== RECORDS FOR THIS EXERCISE ==
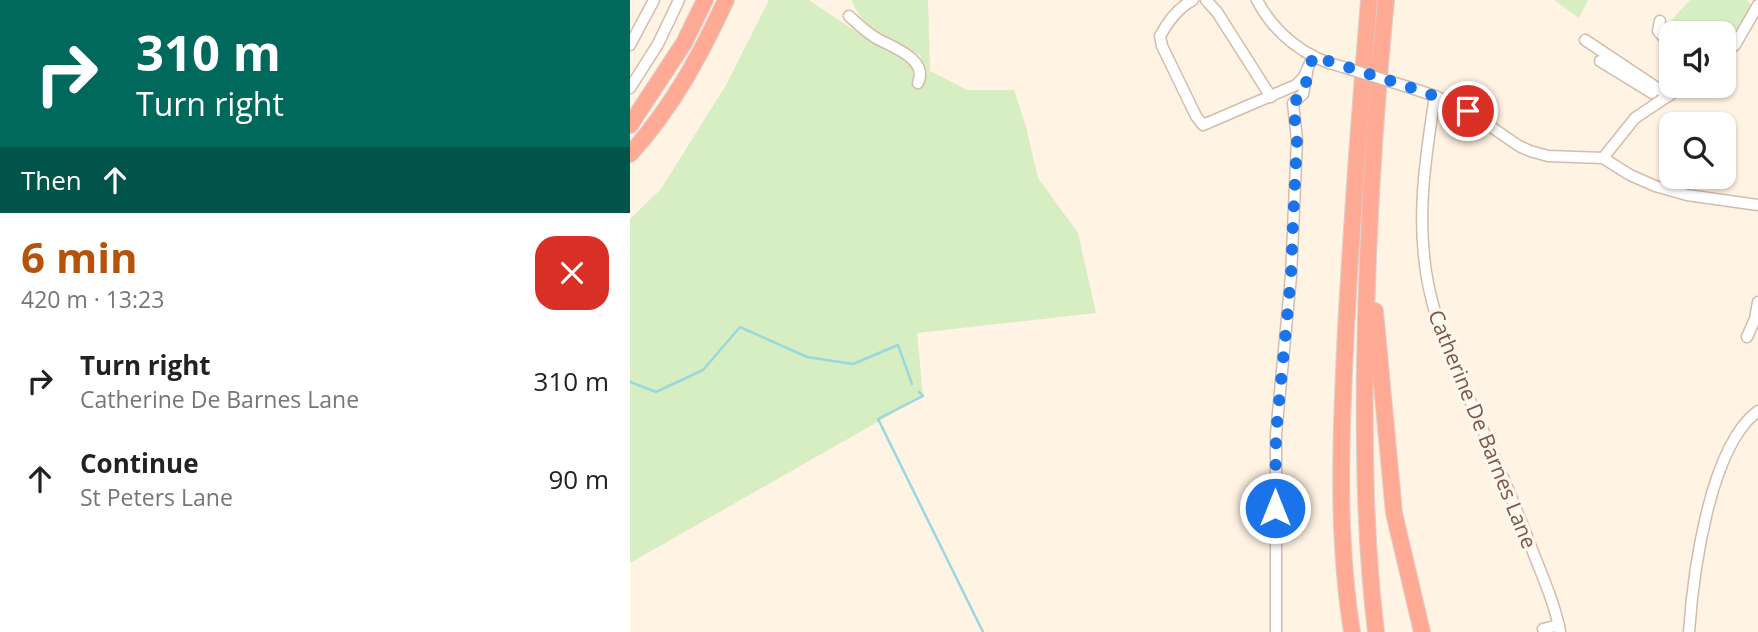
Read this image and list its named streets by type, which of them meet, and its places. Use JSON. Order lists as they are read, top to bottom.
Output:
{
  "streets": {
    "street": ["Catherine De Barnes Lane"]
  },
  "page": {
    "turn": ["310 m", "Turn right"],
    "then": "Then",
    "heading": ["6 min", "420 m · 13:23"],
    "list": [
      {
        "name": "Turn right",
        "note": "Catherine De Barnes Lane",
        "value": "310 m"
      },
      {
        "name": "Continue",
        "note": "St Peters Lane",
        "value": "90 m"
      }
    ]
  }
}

==

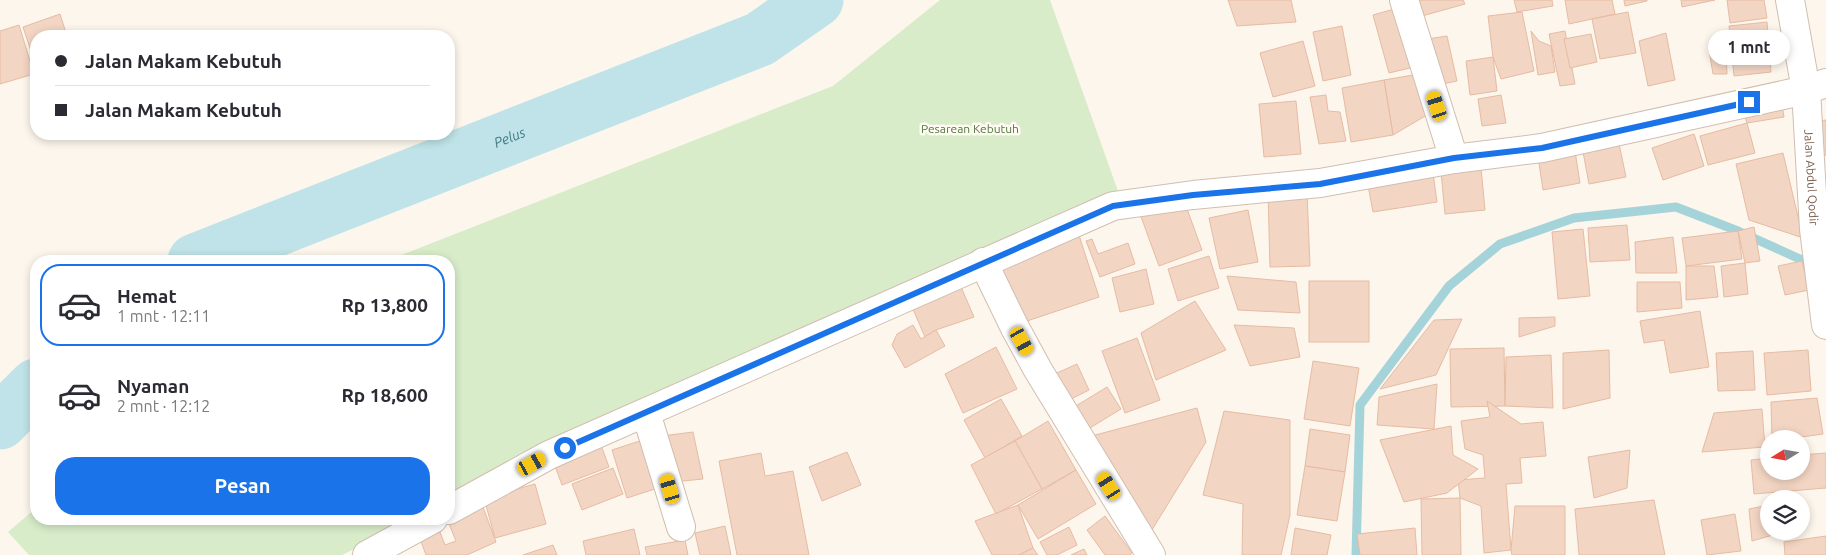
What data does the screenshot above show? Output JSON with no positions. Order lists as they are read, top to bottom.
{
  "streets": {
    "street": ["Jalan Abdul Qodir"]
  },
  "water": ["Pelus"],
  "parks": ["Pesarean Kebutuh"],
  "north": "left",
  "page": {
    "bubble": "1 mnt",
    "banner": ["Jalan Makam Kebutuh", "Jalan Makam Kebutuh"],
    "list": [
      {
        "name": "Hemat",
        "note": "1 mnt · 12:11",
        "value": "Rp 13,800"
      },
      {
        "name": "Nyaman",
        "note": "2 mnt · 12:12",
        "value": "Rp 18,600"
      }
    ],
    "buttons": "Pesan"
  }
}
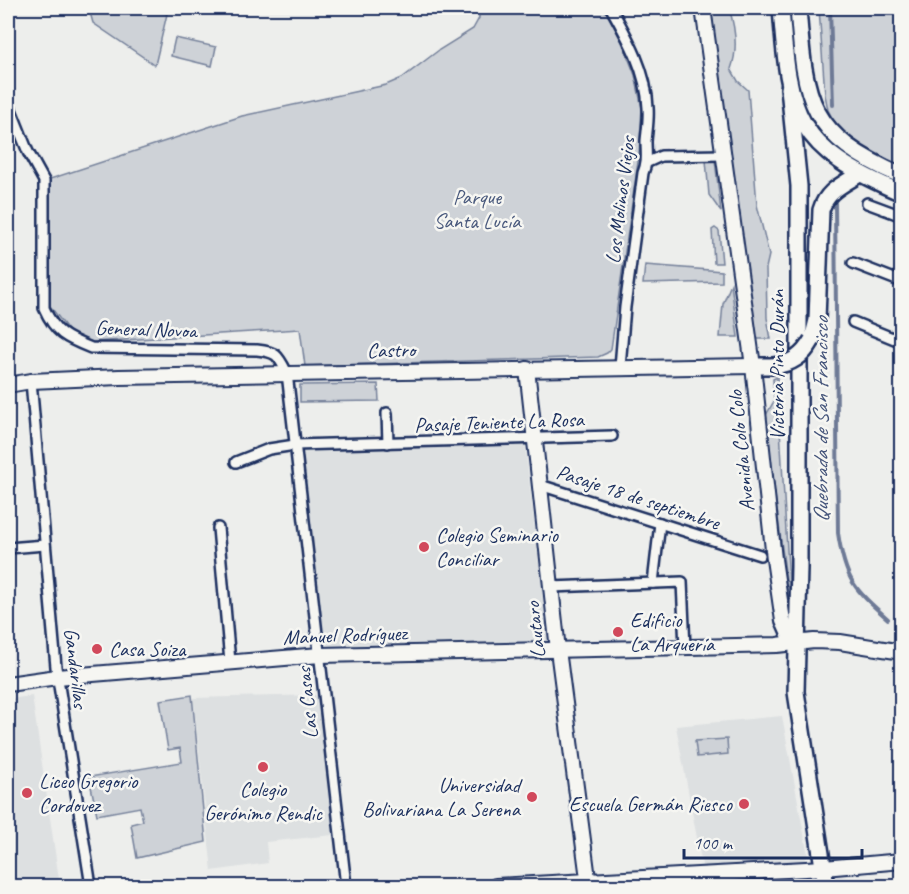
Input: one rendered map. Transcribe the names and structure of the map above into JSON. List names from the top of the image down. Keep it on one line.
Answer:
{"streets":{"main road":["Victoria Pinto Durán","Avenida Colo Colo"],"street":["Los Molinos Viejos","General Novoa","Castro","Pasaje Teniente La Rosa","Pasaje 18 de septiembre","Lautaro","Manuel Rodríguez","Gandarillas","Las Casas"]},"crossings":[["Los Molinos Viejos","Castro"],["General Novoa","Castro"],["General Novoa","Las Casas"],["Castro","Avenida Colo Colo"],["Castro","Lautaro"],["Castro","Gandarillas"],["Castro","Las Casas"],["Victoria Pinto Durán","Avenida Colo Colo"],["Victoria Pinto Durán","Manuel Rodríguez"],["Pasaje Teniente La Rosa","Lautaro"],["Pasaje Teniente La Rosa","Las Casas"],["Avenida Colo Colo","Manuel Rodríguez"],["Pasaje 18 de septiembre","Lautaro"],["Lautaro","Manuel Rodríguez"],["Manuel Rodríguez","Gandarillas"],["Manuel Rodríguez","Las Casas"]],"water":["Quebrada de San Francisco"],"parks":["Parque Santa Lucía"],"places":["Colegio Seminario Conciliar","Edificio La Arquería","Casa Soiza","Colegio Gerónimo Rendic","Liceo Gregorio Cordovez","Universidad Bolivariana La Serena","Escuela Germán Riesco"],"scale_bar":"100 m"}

==

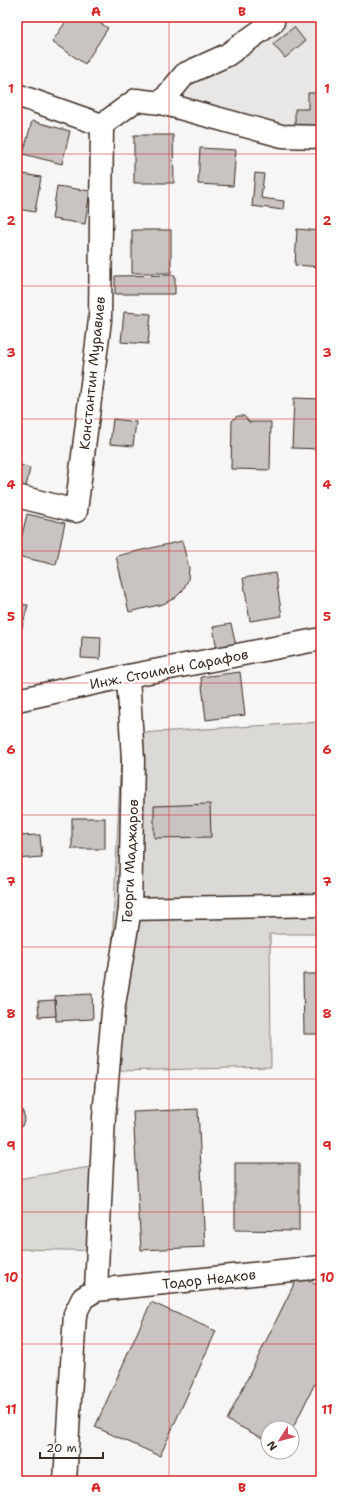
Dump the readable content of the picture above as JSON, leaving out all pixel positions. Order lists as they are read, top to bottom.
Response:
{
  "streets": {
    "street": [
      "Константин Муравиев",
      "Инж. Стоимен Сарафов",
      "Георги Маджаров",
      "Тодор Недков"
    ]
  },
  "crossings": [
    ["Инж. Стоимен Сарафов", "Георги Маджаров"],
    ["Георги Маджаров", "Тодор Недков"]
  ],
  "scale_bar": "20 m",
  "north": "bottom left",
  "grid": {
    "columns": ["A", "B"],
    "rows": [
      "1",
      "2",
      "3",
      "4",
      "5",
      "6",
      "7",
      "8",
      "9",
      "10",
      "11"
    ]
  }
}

== WHAT THE EXERCISE ASKS ==
Report, as a bare number, how many lines above contain the string "image".

== WRITTEN SOLUTION ==
2